Kidney Week

Abstract: PO2484

Time-Restricted Feeding Ameliorates Fibrosis by Restoring Disrupted Peripheral Clock in Adenine-Induced CKD Model

Session Information

• CKD: Metabolism, Epigenetics, and Signaling
  November 04, 2021 | Location: On-Demand, Virtual Only
  Abstract Time: 10:00 AM - 12:00 PM

Category: CKD (Non-Dialysis)

• 2103 CKD (Non-Dialysis): Mechanisms

Authors

• Fang, Yina, Korea University Anam Hospital, Seoul, Korea (the Republic of)

Yina Fang, MD

• Oh, Sewon, Korea University Anam Hospital, Seoul, Korea (the Republic of)

Sewon Oh,

• Yang, Jihyun, Korea University Anam Hospital, Seoul, Korea (the Republic of)

Jihyun Yang,

• Yoon Sook, Ko, Korea University Anam Hospital, Seoul, Korea (the Republic of)

Ko Yoon Sook,

• Lee, Hee Young, Korea University Anam Hospital, Seoul, Korea (the Republic of)

Hee Young Lee,

• Jo, Sang-Kyung, Korea University Anam Hospital, Seoul, Korea (the Republic of)

Sang-Kyung Jo,

• Cho, Won-Yong, Korea University Anam Hospital, Seoul, Korea (the Republic of)

Won-Yong Cho,

• Kim, Myung-Gyu, Korea University Anam Hospital, Seoul, Korea (the Republic of)

Myung-Gyu Kim,

Background

Circadian disruption has recently been demonstrated to be closely associated with various metabolic diseases.
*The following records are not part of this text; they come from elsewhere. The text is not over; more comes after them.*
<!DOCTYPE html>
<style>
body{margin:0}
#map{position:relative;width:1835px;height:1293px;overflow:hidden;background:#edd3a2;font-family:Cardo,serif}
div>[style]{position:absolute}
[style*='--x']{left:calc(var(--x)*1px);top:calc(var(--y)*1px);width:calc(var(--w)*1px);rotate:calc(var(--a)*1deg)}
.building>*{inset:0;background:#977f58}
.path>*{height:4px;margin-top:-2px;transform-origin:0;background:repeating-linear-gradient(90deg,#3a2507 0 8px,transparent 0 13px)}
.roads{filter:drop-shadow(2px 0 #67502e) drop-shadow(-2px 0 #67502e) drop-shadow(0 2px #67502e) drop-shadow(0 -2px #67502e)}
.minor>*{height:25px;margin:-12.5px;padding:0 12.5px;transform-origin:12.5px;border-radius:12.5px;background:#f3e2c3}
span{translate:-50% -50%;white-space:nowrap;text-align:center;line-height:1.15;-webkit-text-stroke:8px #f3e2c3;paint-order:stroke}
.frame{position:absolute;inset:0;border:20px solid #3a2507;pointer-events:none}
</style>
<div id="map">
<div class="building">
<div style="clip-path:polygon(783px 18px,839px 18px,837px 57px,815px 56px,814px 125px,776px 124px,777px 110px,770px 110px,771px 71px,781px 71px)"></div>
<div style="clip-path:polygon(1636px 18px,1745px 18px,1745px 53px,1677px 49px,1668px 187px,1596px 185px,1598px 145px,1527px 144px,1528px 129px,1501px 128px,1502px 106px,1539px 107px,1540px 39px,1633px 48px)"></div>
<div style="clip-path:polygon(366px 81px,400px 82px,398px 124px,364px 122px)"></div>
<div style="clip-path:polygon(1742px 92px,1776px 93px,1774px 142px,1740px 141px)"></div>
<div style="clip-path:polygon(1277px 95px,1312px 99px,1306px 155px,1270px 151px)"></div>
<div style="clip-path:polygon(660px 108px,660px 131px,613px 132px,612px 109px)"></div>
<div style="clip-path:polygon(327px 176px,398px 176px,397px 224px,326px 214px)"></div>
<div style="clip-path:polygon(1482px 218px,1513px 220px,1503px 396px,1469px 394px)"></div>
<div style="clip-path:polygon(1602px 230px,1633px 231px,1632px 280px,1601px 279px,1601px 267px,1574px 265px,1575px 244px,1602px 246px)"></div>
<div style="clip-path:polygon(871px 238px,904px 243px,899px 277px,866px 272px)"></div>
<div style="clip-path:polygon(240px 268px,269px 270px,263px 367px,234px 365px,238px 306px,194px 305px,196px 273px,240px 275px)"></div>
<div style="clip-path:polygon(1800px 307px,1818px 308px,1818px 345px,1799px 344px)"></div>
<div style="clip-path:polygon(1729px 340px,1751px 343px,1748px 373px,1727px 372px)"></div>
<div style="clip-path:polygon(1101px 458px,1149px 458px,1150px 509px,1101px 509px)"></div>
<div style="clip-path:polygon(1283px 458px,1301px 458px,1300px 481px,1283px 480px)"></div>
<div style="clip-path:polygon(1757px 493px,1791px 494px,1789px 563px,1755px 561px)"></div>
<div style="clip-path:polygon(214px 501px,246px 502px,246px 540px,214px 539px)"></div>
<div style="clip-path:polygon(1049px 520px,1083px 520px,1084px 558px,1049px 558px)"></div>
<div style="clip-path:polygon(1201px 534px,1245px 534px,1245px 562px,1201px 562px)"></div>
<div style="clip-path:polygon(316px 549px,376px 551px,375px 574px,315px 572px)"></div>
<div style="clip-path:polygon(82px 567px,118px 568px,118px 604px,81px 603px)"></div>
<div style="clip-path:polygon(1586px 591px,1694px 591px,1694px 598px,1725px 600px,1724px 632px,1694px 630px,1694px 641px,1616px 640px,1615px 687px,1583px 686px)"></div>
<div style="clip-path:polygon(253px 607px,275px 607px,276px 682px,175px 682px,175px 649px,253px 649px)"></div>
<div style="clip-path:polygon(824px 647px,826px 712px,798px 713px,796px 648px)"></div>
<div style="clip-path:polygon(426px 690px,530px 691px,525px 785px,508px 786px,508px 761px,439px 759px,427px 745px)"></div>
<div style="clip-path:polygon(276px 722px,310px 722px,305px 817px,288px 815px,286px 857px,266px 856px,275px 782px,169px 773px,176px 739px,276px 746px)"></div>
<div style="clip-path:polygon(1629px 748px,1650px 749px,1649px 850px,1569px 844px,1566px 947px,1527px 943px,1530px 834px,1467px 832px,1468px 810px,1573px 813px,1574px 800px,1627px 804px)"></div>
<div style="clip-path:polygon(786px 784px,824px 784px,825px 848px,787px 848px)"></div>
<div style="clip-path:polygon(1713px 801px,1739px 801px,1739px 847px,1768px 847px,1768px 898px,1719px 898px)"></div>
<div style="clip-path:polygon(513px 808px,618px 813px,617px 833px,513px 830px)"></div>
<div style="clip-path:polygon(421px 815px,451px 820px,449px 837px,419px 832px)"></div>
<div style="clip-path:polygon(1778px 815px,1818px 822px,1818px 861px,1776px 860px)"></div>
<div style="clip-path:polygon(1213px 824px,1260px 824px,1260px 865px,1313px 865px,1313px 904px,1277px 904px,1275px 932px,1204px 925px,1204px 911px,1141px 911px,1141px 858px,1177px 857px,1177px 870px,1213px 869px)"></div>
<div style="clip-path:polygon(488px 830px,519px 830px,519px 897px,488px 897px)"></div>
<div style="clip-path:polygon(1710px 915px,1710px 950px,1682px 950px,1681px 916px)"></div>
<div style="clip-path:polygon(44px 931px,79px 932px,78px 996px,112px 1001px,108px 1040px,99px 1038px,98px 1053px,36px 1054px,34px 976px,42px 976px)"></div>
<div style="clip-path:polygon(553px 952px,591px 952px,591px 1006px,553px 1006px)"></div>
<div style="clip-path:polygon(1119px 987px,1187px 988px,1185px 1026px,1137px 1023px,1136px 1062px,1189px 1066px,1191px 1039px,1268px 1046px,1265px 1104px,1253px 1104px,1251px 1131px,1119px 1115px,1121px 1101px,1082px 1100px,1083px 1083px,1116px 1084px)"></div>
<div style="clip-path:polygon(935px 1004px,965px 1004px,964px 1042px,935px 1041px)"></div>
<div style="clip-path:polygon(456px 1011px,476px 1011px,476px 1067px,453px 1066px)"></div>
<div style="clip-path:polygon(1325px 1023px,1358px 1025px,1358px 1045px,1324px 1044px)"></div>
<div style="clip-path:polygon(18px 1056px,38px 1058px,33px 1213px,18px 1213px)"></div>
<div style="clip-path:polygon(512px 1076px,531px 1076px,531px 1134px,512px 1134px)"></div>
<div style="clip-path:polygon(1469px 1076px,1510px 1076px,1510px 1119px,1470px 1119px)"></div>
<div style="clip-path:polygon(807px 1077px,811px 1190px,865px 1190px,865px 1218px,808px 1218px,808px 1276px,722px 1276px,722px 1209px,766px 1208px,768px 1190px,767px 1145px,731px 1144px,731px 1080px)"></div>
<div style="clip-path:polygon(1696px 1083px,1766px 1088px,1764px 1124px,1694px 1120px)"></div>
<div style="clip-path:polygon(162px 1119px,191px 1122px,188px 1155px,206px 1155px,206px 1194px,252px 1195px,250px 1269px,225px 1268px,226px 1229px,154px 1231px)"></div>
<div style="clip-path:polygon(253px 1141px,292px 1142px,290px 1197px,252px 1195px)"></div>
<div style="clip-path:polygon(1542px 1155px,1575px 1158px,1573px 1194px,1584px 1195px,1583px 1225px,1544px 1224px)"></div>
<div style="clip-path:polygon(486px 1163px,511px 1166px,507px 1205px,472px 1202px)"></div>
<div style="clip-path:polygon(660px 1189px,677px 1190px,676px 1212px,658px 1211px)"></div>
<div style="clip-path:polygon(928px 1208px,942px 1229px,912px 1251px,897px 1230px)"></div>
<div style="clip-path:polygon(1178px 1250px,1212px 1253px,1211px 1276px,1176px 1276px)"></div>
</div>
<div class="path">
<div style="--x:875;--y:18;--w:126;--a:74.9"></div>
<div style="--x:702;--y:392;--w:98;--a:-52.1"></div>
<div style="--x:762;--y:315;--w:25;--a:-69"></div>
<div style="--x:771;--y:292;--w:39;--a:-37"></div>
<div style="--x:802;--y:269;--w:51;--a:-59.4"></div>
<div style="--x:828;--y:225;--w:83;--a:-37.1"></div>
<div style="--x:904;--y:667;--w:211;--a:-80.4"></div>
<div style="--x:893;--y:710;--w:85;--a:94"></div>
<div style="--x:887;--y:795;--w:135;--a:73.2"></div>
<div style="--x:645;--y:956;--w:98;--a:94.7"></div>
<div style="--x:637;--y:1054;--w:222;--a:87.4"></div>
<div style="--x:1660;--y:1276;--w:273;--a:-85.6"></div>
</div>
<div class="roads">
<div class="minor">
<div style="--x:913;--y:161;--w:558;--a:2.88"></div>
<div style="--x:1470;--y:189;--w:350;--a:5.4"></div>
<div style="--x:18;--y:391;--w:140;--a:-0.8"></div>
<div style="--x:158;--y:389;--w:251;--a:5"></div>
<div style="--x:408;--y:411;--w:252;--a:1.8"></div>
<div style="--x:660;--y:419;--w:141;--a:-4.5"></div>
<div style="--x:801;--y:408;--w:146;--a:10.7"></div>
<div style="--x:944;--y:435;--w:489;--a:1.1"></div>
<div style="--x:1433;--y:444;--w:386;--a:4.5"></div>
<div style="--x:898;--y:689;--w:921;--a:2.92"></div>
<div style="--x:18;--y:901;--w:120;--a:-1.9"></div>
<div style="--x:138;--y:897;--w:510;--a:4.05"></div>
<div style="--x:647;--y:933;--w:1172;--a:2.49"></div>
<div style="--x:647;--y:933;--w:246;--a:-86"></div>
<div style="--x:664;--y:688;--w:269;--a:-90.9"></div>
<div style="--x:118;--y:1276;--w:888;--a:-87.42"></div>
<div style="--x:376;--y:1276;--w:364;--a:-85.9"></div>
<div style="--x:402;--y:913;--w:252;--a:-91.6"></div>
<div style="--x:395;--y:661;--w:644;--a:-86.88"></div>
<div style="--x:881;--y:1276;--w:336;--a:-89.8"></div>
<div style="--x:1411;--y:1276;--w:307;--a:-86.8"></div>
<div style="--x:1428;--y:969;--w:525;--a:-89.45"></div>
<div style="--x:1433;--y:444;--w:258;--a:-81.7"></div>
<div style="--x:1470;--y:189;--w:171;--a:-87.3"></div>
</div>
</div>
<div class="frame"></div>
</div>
Time restricted feeding (TRF) is a dietary strategy that limit the time of eating to a window of 4-12hr per day and has been shown to resynchronize peripheral clock. In this study, we aimed to investigate the relationship between circadian disruption and chronic kidney disease (CKD). We also tested whether TRF confer renoprotective effect via restoration of peripheral clock.

Methods

First, to determine the effect of CKD on circadian rhythm in the kidney, oscillation of several peripheral clock genes (Bmal1, Per1, CLOCK and Rev-erbα) as well as physiologic parameters (GFR, transporter protein expression and urine output) were compared between control and adenine induced CKD mice. To determine the role of circadian disruption on CKD progression, renal function and fibrosis were compared between WT and Bmal-1 knockout mice. In addition, adenine-induced CKD mice were given either a 24-hour ad libitum diet or a TRF for 8 weeks and the effect of TRF on CKD progression as well as oscillation of peripheral clock genes were measured.

Results

Adenine induced CKD mice showed disrupted oscillation of peripheral clock genes (Bmal1, Per1, CLOCK and Rev-erbα) and this was associated with loss of rhythmic oscillations of glomerular filtration rate, tubular functions and urine output. Meanwhile, more severe fibrosis and lower GFR were observed in Bmal1 (principal driver of molecular clock) knockout mice compared to WT mice, showing a bidirectional relationship between disturbed circadian rhythm and CKD progression. TRF in adenine induced CKD mice significantly suppressed interstitial inflammation as well as cell cycle arrest and ultimately ameliorated worsening of renal function and fibrosis. These changes were accompanied by partial restoration of disturbed oscillation of peripheral clock genes, suggesting that renoprotective effect of TRF is partially mediated by restoration of peripheral clock.

Conclusion

Our data demonstrated a unique bidirectional relationship between the circadian disruption and CKD and suggest that disruption of peripheral clock might contribute to CKD progression. The renoprotective effect of TRF might be mediated via resynchronizing disrupted peripheral clock in the kidney.